Awkward Functional Equation $f(f(x))=(x+1)f(x)$

Question

Let $f:\mathbb{R} \rightarrow \mathbb{R}$ be a function such that $f(f(x))=(x+1)f(x)$ for all real $x$ and $f$ attains the value $(-1)$ at some point . Find all such functions $f$.

Answer 1

First we prove $ f $ is injective when $ f(x) \neq 0 $.
Assume: $ f(a)=f(b) \implies (a+1)f(a) = f(f(a)) = f(f(b)) = (b+1)f(b) = (b+1)f(a) \implies a=b \lor f(a)=f(b)=0 \implies $

$ f(x) $ is injective everywhere where $ f(x) \neq 0 $.

Next we prove $ f(0)=0 $:
$ (0+1)f(0) = f(f(0)) \implies f(f(0)) = f(0) \implies $ (semi-)injectivity above $ \implies f(0)=0 $.

Next we prove $ f(-1)=0 $:
$ f(0)=0=(-1+1)f(-1)=f(f(-1)) \implies $ (semi-)injectivity above $ \implies f(-1) =0 $.

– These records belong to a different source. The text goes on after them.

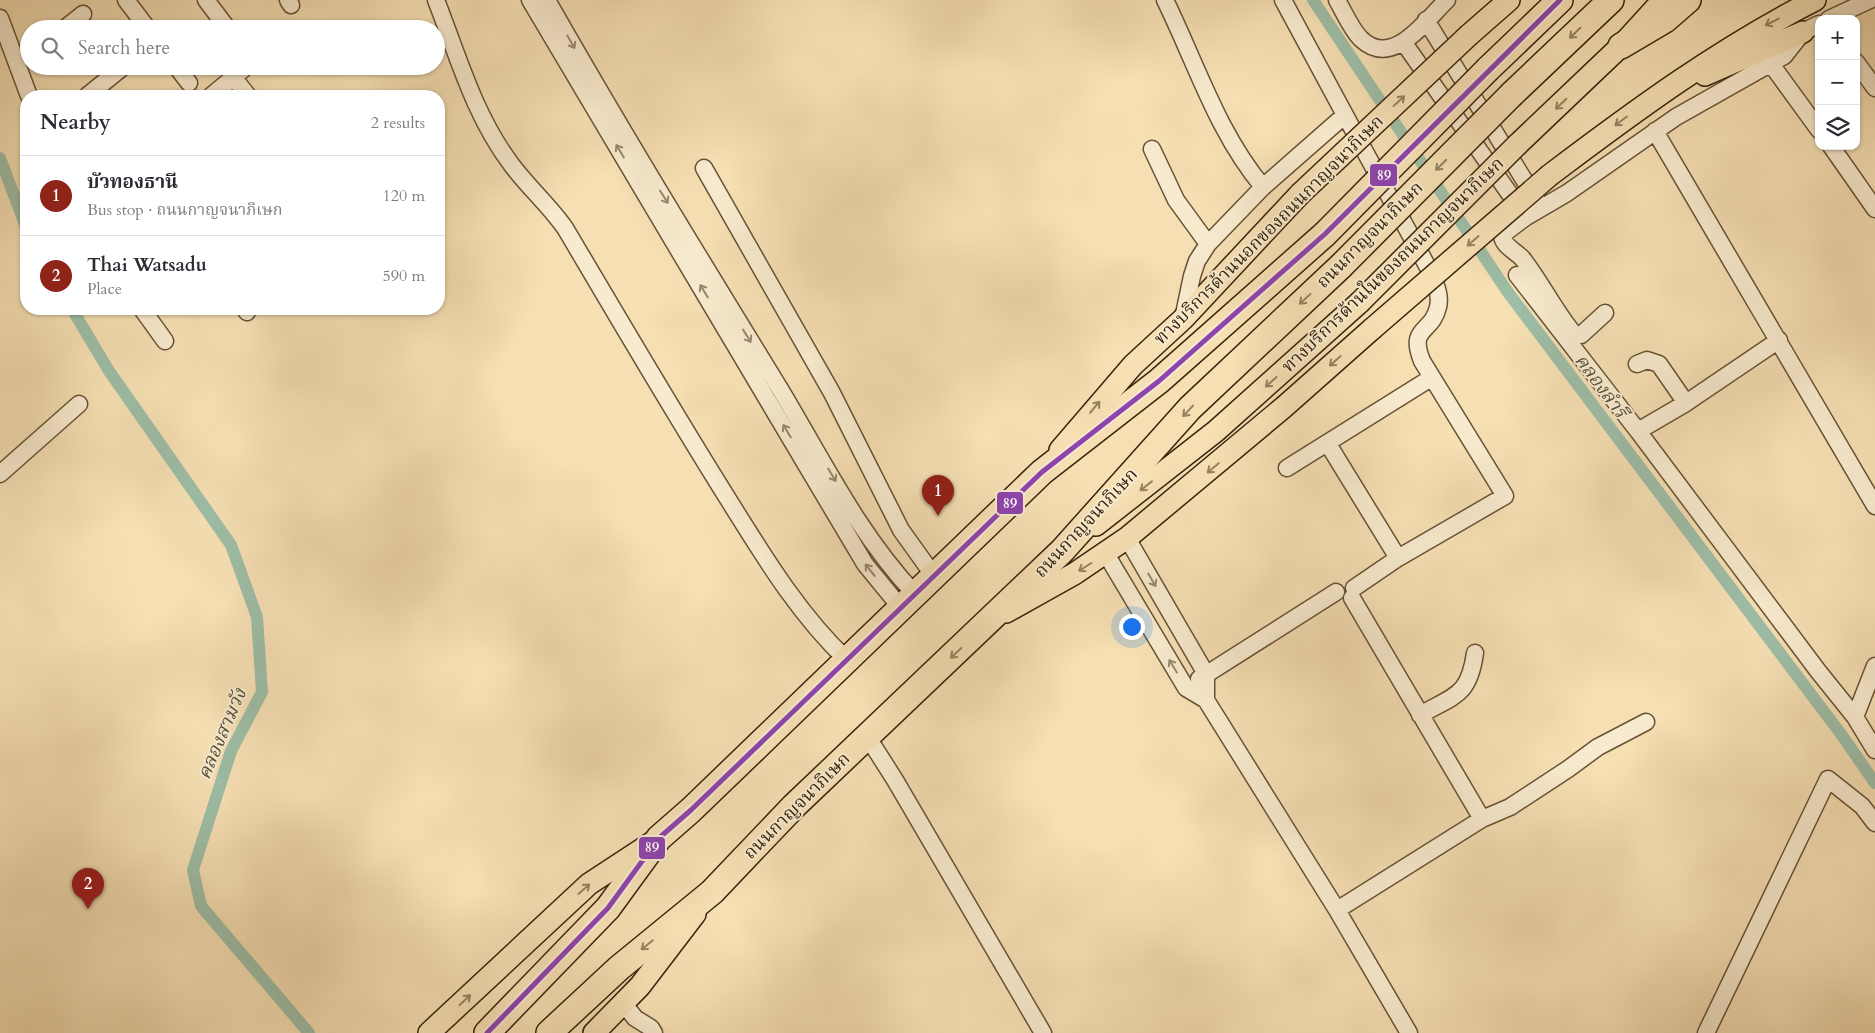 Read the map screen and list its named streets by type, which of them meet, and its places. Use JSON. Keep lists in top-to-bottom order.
{
  "streets": {
    "highway": ["ถนนกาญจนาภิเษก"],
    "main road": ["ทางบริการด้านนอกของถนนกาญจนาภิเษก", "ทางบริการด้านในของถนนกาญจนาภิเษก"]
  },
  "crossings": [
    ["ทางบริการด้านนอกของถนนกาญจนาภิเษก", "ถนนกาญจนาภิเษก"],
    ["ถนนกาญจนาภิเษก", "ทางบริการด้านในของถนนกาญจนาภิเษก"]
  ],
  "water": ["คลองลำรี", "คลองสามวัง"],
  "lines": ["transit line 89"],
  "page": {
    "map_buttons": ["+", "−"],
    "search": "Search here",
    "heading": ["Nearby", "2 results"],
    "list": [
      {
        "mark": "1",
        "name": "บัวทองธานี",
        "note": "Bus stop · ถนนกาญจนาภิเษก",
        "value": "120 m"
      },
      {
        "mark": "2",
        "name": "Thai Watsadu",
        "note": "Place",
        "value": "590 m"
      }
    ],
    "pins": ["1", "2"]
  }
} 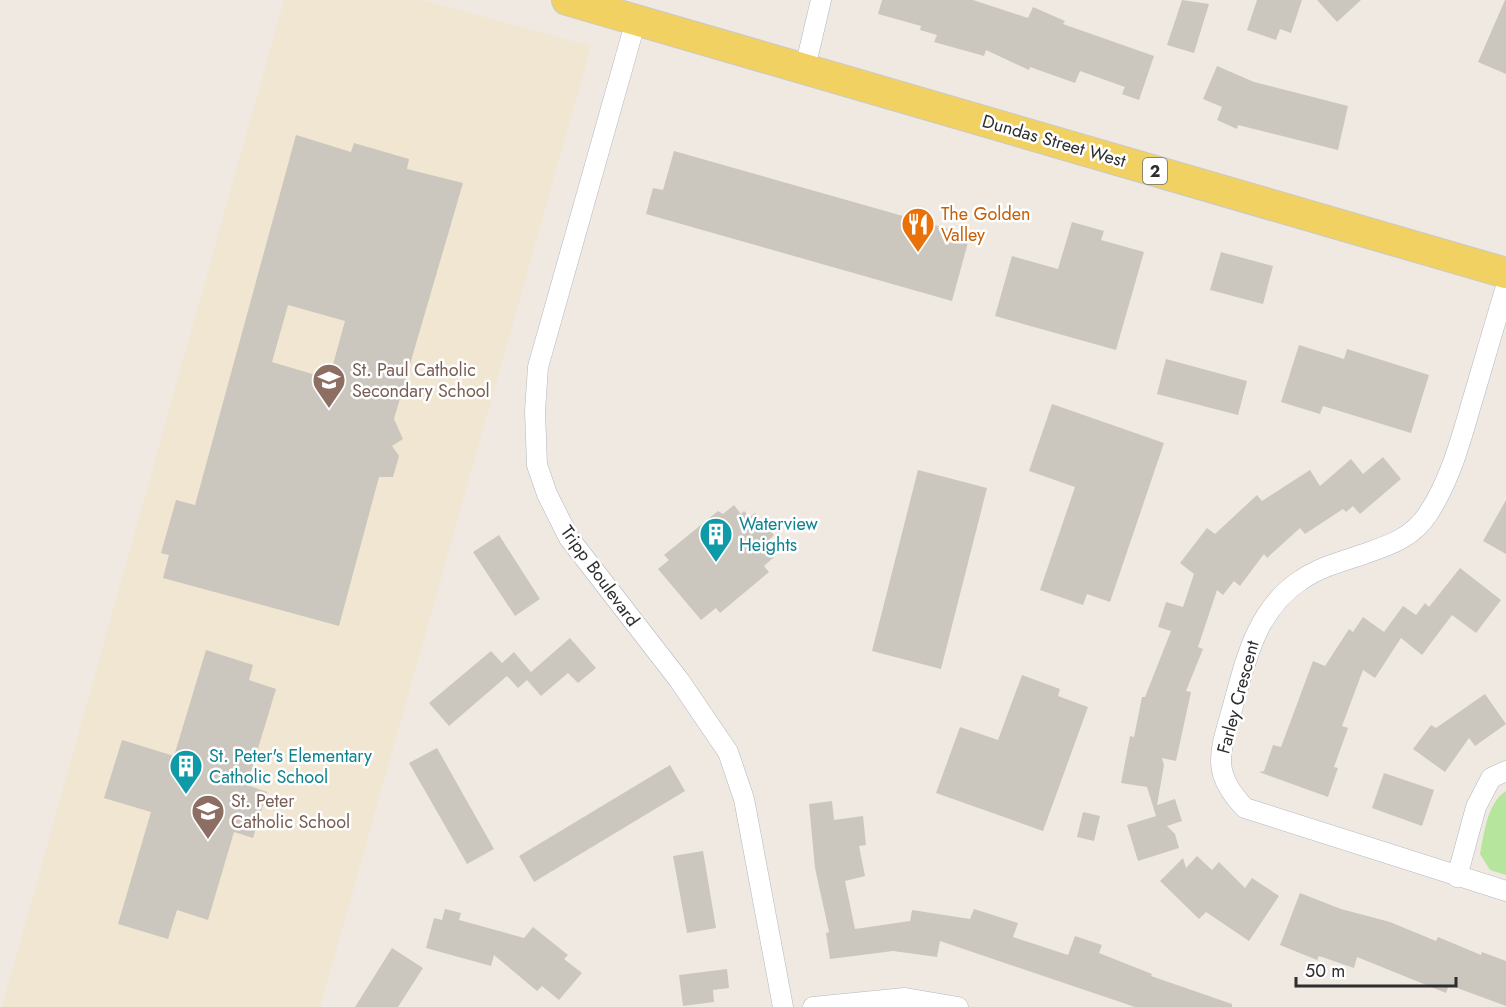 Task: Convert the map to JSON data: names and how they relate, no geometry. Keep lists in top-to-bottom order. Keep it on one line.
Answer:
{"streets":{"main road":["Dundas Street West","2"],"street":["Tripp Boulevard","Farley Crescent"]},"crossings":[["Dundas Street West","2"],["Dundas Street West","Tripp Boulevard"],["2","Tripp Boulevard"]],"places":{"restaurant":["The Golden Valley"],"school or university":["St. Paul Catholic Secondary School","St. Peter Catholic School"],"building":["Waterview Heights","St. Peter's Elementary Catholic School"]},"scale_bar":"50 m"} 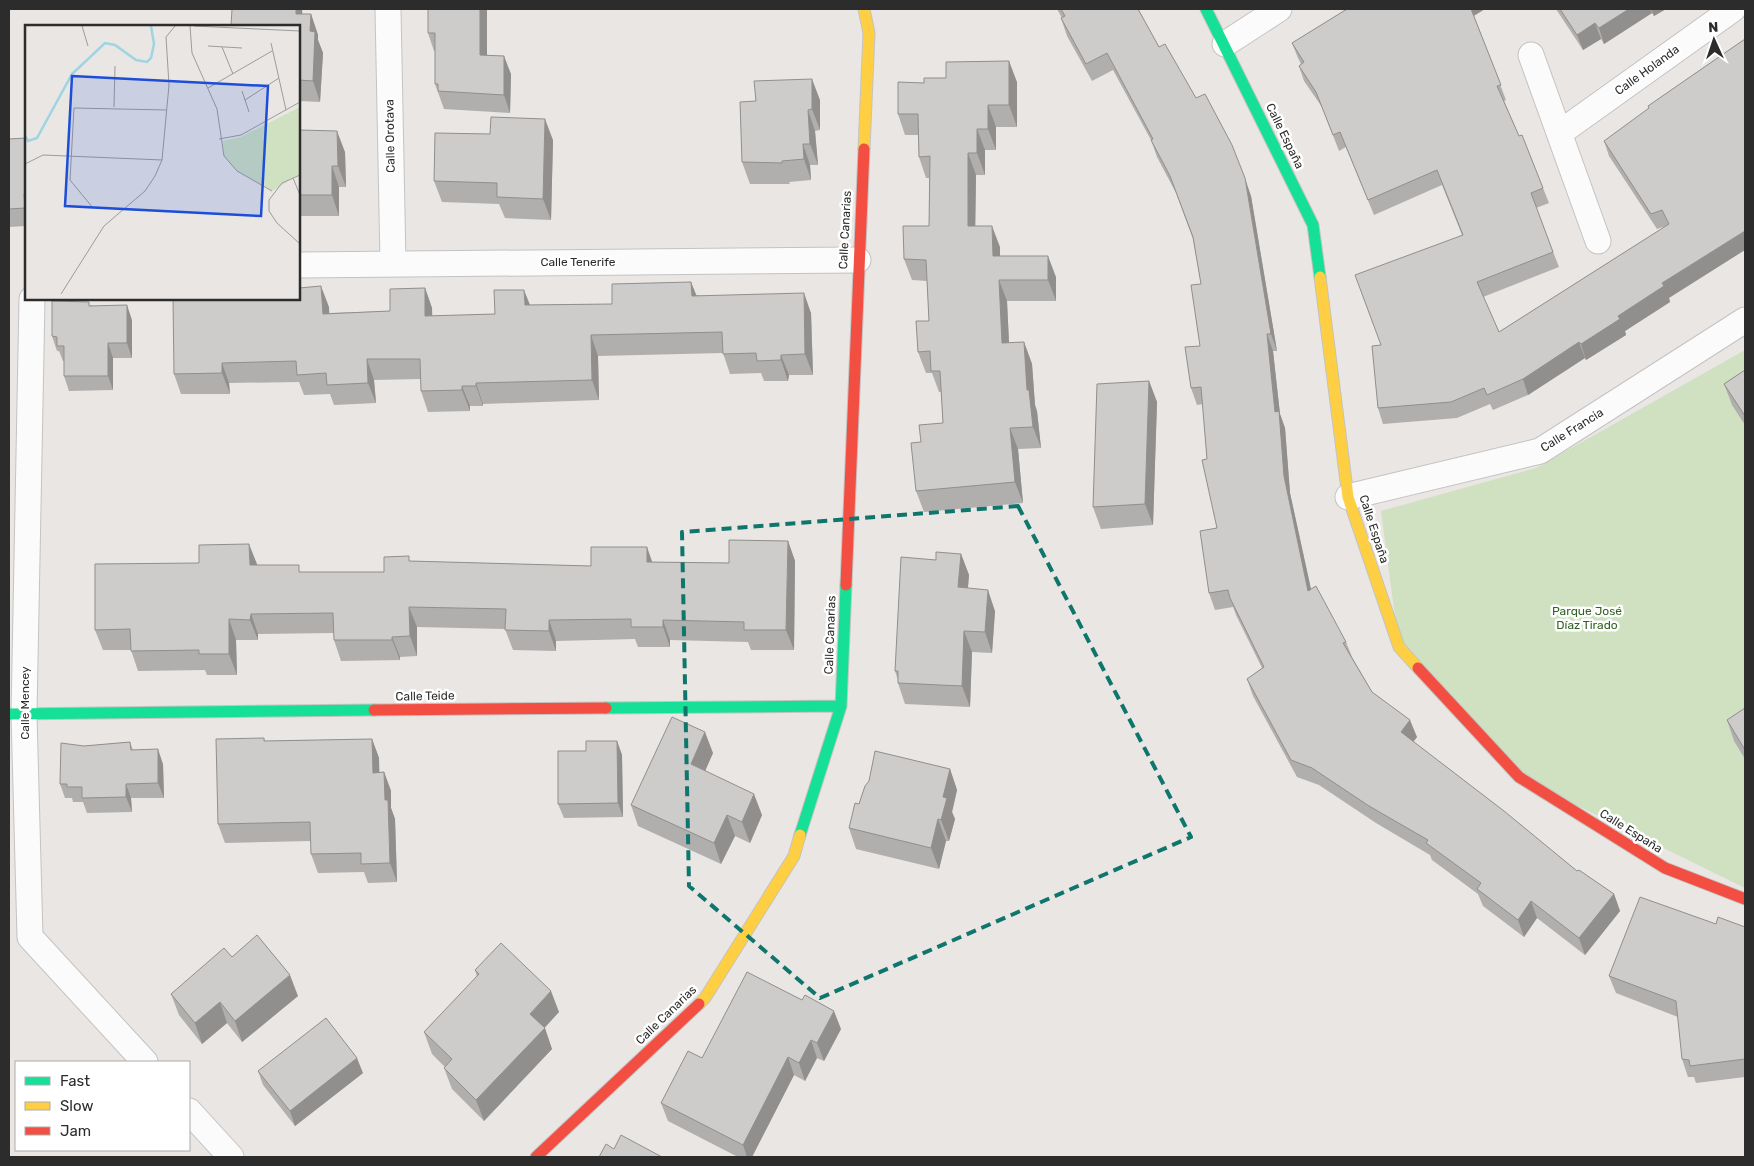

Now we show that when $ f() $ must attain the value $-1$ somewhere, ( say at $ x=a $ ) this will lead to a contradiction:
Let $ f(a)=-1 : \implies $
$ -(a+1) =(a+1)f(a)=f(f(a))= f(-1) = 0 \implies -(a+1)=0 \implies a = -1 \implies f(-1)=-1 $

This contradicts $ f(-1) =0 $ so there are no solutions.